Raja Ampat juga menyimpan keunikan di darat dengan tumbuhan endemik yang langka dan megah bernama Palem Raja Ampat atau dalam bahasa ilmiahnya di kenal dengan Wallaceodoxa raja-ampat.
Berdasarkan penelitian yang dilakukan oleh Charlie D. Heatubun dari Universitas Papua, Scott Zona dari Universitas North Carolina, dan William J. Baker dari Royal Botanic Gardens, Kew pada papernya yang berjudul Three new genera of arecoid palm (Arecaceae) from eastern Malesia pada tahun 2014 dan terbit di Kew Bulletin, palem ini hanya ditemukan di dua lokasi di Kepulauan Raja Ampat, yaitu Pulau Gag dan Pulau Waigeo.
Dalam paper tersebut dituliskan bahwa Palem Raja Ampat memiliki habitat tumbuh di hutan dataran rendah berbatu kapur, bahkan di tanah ekstrem hasil pelapukan batuan ultramafik. Namun, karena habitatnya yang terbatas dan tekanan dari aktivitas manusia, palem ini kini masuk dalam kategori Sangat Terancam Punah (Critically Endangered) menurut International Union for Conservation of Nature (IUCN).
Palem Raja Ampat adalah palem soliter bertajuk tunggal yang bisa tumbuh setinggi 30–40 meter, dengan diameter batang antara 15–20 cm (bahkan bisa mencapai 30 cm).
Di bagian mahkotanya terdapat 11 hingga 19 helai daun, dengan panjang 2,8–4,1 meter.

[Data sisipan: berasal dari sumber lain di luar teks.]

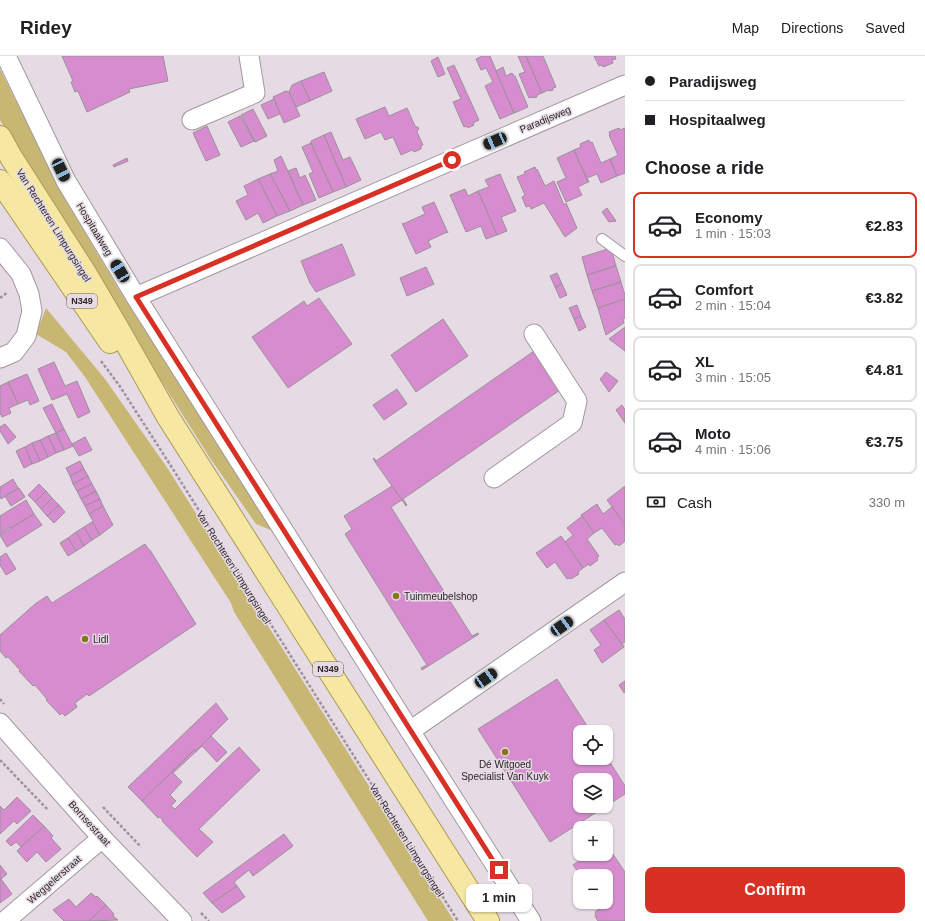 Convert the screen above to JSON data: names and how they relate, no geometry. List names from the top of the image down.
{
  "streets": {
    "main road": ["Van Rechteren Limpurgsingel", "N349"],
    "street": [
      "Paradijsweg",
      "Hospitaalweg",
      "Bornsestraat",
      "Weggelerstraat"
    ]
  },
  "crossings": [
    ["Paradijsweg", "Hospitaalweg"],
    ["Bornsestraat", "Weggelerstraat"]
  ],
  "places": ["Tuinmeubelshop", "Lidl", "Dé Witgoed Specialist Van Kuyk"],
  "page": {
    "header": "Ridey",
    "nav": ["Map", "Directions", "Saved"],
    "banner": ["Paradijsweg", "Hospitaalweg"],
    "heading": "Choose a ride",
    "list": [
      {
        "name": "Economy",
        "note": "1 min · 15:03",
        "value": "€2.83"
      },
      {
        "name": "Comfort",
        "note": "2 min · 15:04",
        "value": "€3.82"
      },
      {
        "name": "XL",
        "note": "3 min · 15:05",
        "value": "€4.81"
      },
      {
        "name": "Moto",
        "note": "4 min · 15:06",
        "value": "€3.75"
      }
    ],
    "pay": ["Cash", "330 m"],
    "map_buttons": ["+", "−"],
    "buttons": "Confirm",
    "bubble": "1 min"
  }
} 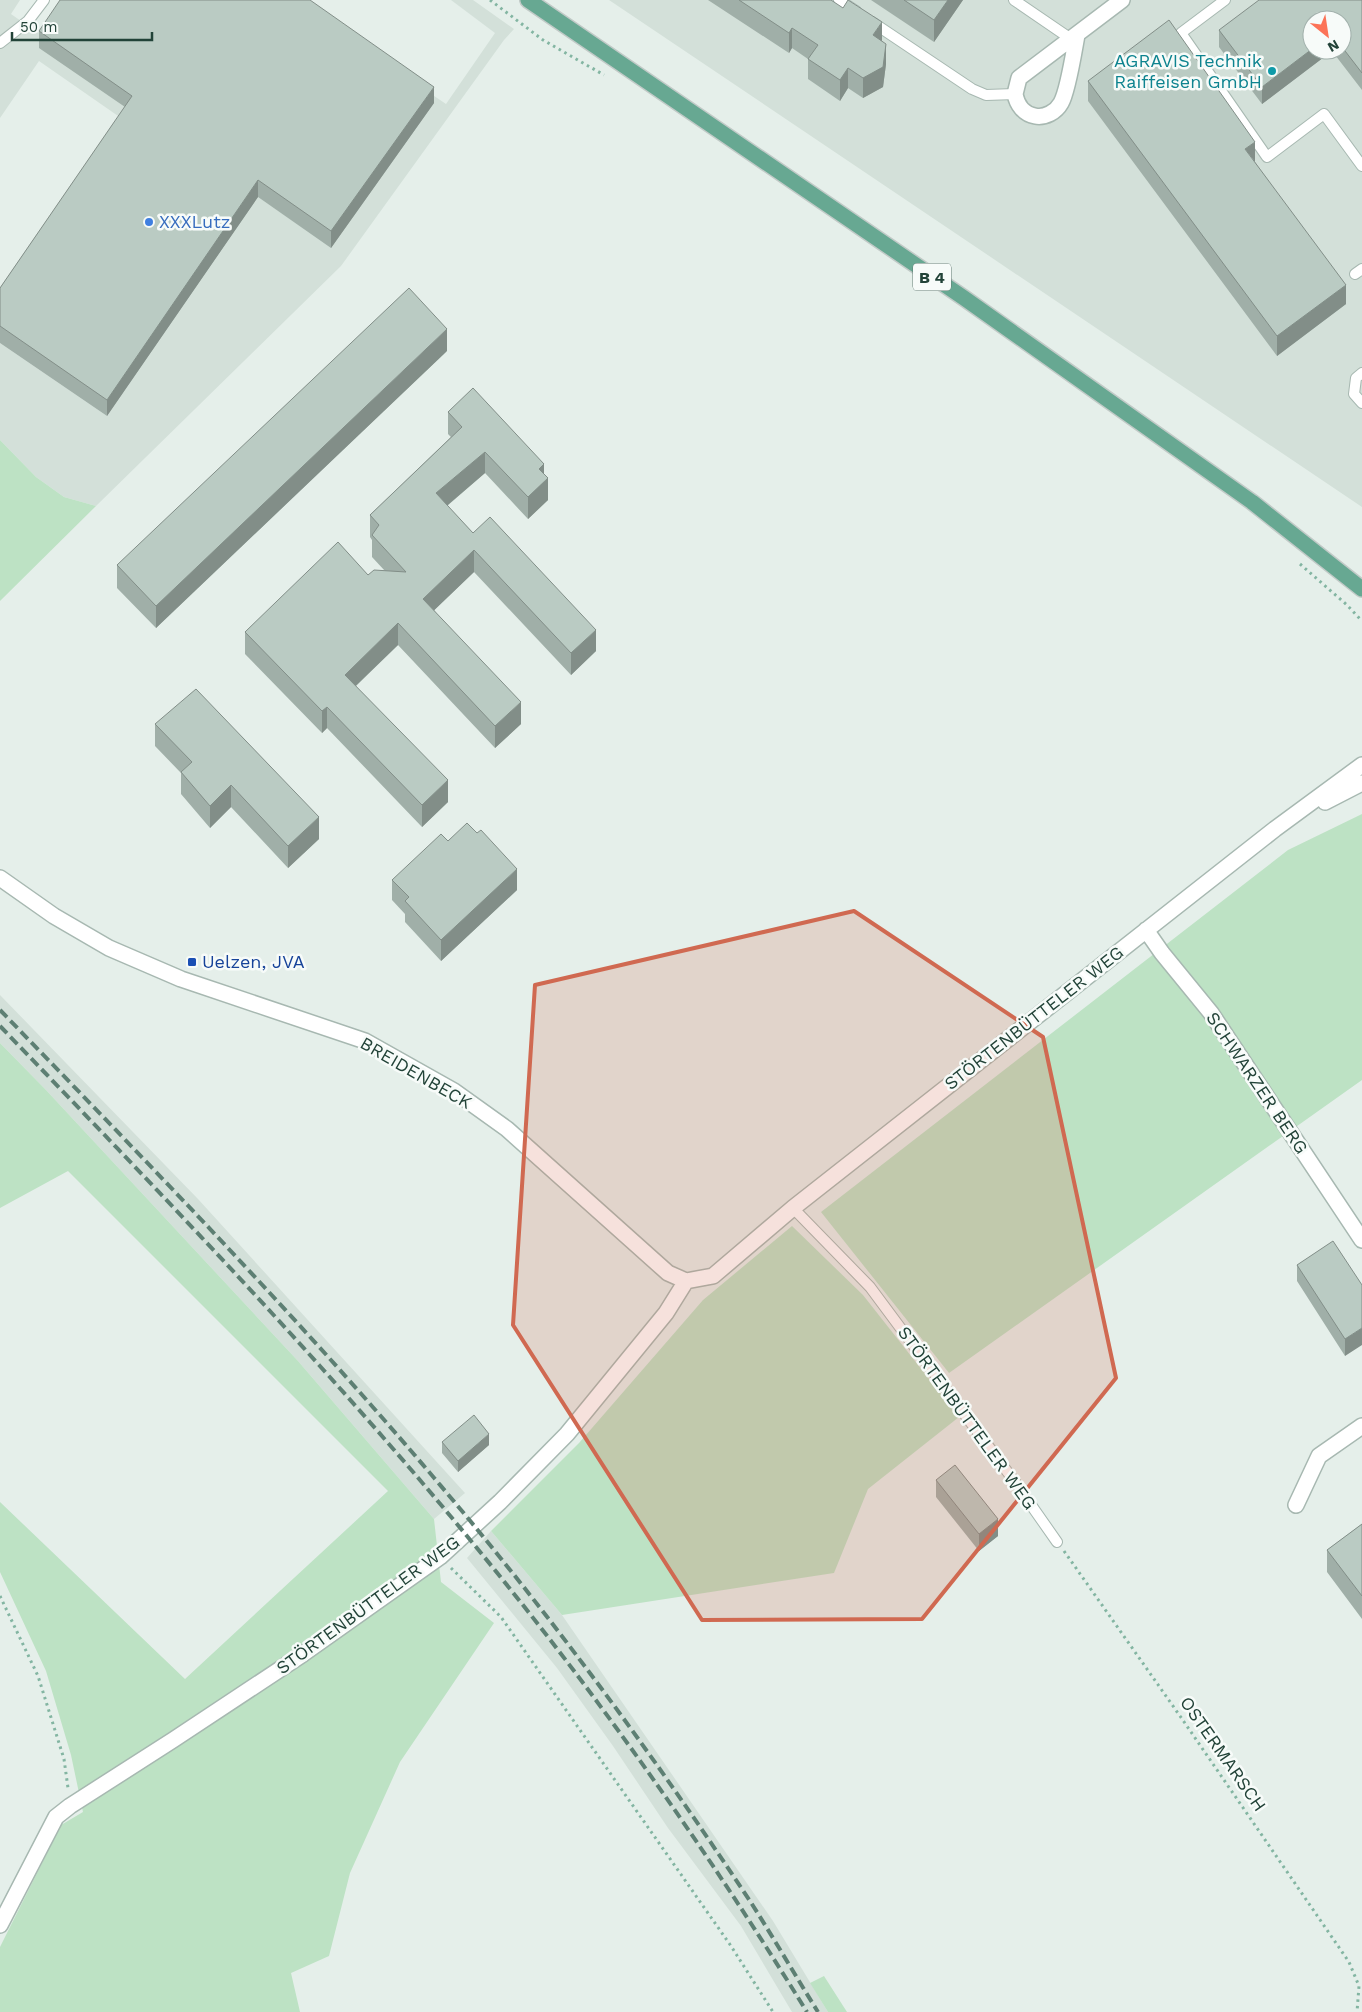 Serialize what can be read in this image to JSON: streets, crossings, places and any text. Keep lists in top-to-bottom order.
{
  "streets": {
    "main road": ["B 4"],
    "street": ["STÖRTENBÜTTELER WEG", "BREIDENBECK", "SCHWARZER BERG"],
    "path": ["OSTERMARSCH"]
  },
  "crossings": [
    ["STÖRTENBÜTTELER WEG", "BREIDENBECK"],
    ["STÖRTENBÜTTELER WEG", "SCHWARZER BERG"],
    ["STÖRTENBÜTTELER WEG", "OSTERMARSCH"]
  ],
  "places": {
    "other": ["AGRAVIS Technik Raiffeisen GmbH", "XXXLutz"],
    "transit": ["Uelzen, JVA"]
  },
  "scale_bar": "50 m",
  "north": "bottom right"
} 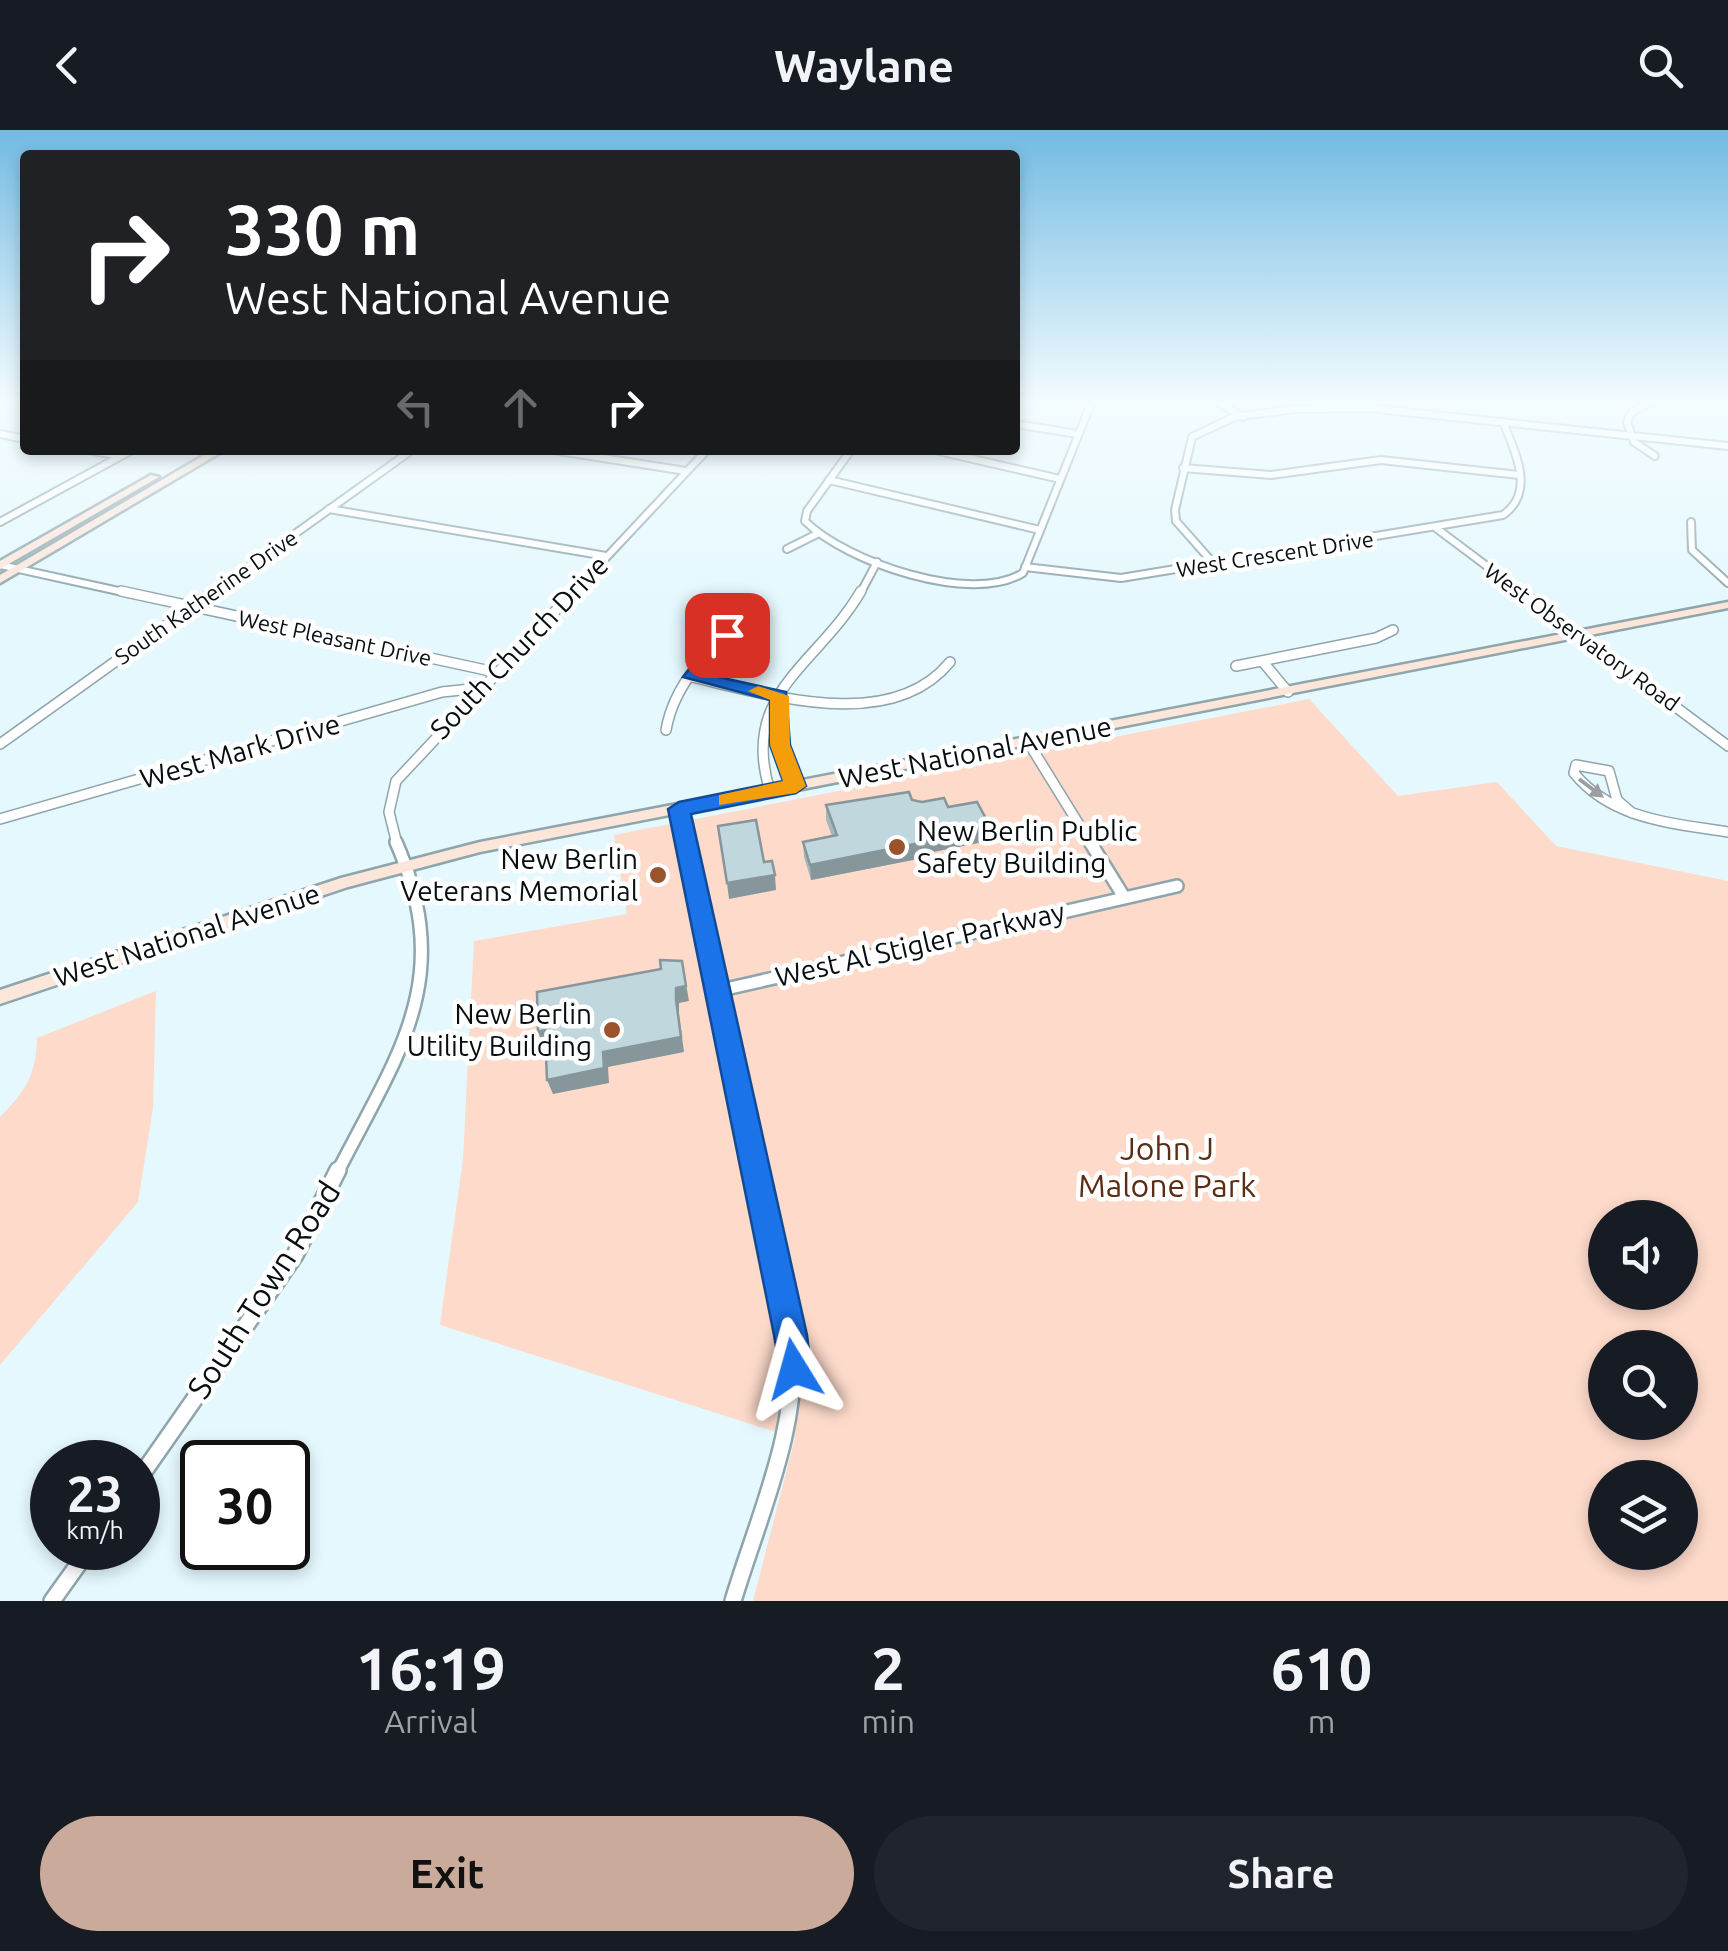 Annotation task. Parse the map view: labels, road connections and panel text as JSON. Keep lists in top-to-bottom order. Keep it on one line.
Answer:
{"streets":{"main road":["West National Avenue"],"street":["West Crescent Drive","South Katherine Drive","West Observatory Road","West Pleasant Drive","South Church Drive","West Mark Drive","West Al Stigler Parkway","South Town Road"]},"crossings":[["West Crescent Drive","West Observatory Road"],["South Katherine Drive","West Pleasant Drive"],["West Observatory Road","West National Avenue"],["West Pleasant Drive","South Church Drive"],["South Church Drive","West Mark Drive"],["South Church Drive","West National Avenue"],["South Church Drive","South Town Road"],["West National Avenue","South Town Road"]],"parks":["John J Malone Park"],"places":["New Berlin Public Safety Building","New Berlin Veterans Memorial","New Berlin Utility Building"],"page":{"header":"Waylane","turn":["330 m","West National Avenue"],"speed":"23 km/h","limit":"30","eta":["16:19","Arrival","2","min","610","m"],"buttons":["Exit","Share"]}}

Daunnya melengkung, dengan anak daun sempit berbentuk lanset linear, menggantung dalam satu bidang, dan ujungnya terlihat seperti digigit (praemorse).
Bagian pelepah, tangkai daun, dan tulang daunnya dipenuhi rambut tebal putih seperti wol, bercampur dengan rambut besar berwarna cokelat-hitam yang melintir. Perbungaannya berwarna putih, bercabang hingga tiga tingkat, dengan rachillae tebal dan padat.
Meski langka, berdasarkan hasil penelitian Charlie & William, Palem Raja Ampat punya beberapa kegunaan penting bagi lingkungan dan masyarakat. Buahnya menjadi pakan alami burung Cendrawasih merah (Paradisaea rubra) dan burung paruh bengkok Papua, dua spesies khas Papua yang juga terancam.
Selain itu, jika populasinya cukup banyak, batangnya bisa dimanfaatkan sebagai bahan lantai bangunan yang kokoh. Bahkan, buahnya juga biasa dikunyah sebagai pengganti pinang oleh masyarakat setempat.
Namun sayangnya, menurut hasil penelitian Charlie dan tim, populasi Palem Raja Ampat sangat terbatas. Hingga kini hanya diketahui ada dua subpopulasi:
Satu di pulau Gag, tetapi dengan sekitar 75 persen wilayah habitatnya sudah masuk konsesi pertambangan nikel, dan sisanya diubah menjadi perkebunan kelapa serta kebun campuran tradisional. Hutan hujan yang tersisa hanya berupa fragmen kecil.
Di pulau Gag ini, dalam papernya Charilie dan tim mencatat, pada tahun 2006, terdapat 45 pohon dewasa, 32 remaja, dan 129 semaian. Namun, pada 2011, jumlahnya turun drastis hingga 38 persen hanya menyisakan 28 pohon dewasa, tanpa remaja atau semaian, akibat pembukaan lahan.
Selanjutnya, lokasi kedua ada di pulau Waigeo. Populasi Palem Raja Ampat ini ditemukan di tengah kota Waisai, yang kini berkembang pesat. Semua lokasi tempat pohon ini tumbuh masuk ke kawasan kota dan akan menjadi pusat kota Waisai. Spesimen herbarium dari lokasi ini bahkan dikumpulkan dari kompleks kantor pemerintah dan balai kota, dekat Gedung Pari Convention Centre.